ABOUT THIS TASK -
The response must consist of each line in the listing that has the word "TRILOBITGATAN" in it.
________________________
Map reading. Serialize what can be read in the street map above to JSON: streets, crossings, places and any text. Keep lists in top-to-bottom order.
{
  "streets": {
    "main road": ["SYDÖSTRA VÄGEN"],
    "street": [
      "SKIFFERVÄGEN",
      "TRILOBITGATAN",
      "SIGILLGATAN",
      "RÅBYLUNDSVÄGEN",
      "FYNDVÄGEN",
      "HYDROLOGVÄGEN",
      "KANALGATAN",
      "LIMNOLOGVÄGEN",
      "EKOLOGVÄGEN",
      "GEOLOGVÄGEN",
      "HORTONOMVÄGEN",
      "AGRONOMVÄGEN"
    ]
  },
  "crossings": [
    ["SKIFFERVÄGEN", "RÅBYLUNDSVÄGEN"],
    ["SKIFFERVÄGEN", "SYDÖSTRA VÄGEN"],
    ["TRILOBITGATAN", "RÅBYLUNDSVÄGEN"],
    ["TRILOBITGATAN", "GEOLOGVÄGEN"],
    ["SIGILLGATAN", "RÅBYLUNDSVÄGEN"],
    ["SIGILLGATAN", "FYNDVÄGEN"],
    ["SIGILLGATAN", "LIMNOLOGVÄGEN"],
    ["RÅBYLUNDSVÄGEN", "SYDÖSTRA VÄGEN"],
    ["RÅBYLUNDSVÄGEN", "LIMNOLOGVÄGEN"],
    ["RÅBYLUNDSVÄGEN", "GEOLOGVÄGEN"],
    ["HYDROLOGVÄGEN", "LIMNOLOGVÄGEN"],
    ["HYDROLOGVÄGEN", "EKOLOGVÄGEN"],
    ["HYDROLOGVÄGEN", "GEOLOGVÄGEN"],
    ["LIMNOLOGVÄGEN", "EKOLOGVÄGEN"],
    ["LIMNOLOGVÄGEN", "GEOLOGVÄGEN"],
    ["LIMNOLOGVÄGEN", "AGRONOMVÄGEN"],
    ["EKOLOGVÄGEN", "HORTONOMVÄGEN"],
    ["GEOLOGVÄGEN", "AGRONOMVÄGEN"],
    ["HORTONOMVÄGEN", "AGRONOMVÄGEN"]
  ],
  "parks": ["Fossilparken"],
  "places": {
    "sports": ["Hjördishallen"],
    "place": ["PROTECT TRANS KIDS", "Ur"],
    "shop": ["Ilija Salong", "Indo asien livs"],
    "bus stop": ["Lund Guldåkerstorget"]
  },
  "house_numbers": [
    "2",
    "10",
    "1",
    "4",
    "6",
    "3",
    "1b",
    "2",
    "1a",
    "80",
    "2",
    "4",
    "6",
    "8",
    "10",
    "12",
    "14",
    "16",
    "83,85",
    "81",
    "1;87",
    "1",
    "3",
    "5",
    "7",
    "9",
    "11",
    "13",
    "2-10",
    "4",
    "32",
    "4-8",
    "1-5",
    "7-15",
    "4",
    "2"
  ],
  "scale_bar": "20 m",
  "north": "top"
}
________________________
SOLUTION BELOW -
      "TRILOBITGATAN",
    ["TRILOBITGATAN", "RÅBYLUNDSVÄGEN"],
    ["TRILOBITGATAN", "GEOLOGVÄGEN"],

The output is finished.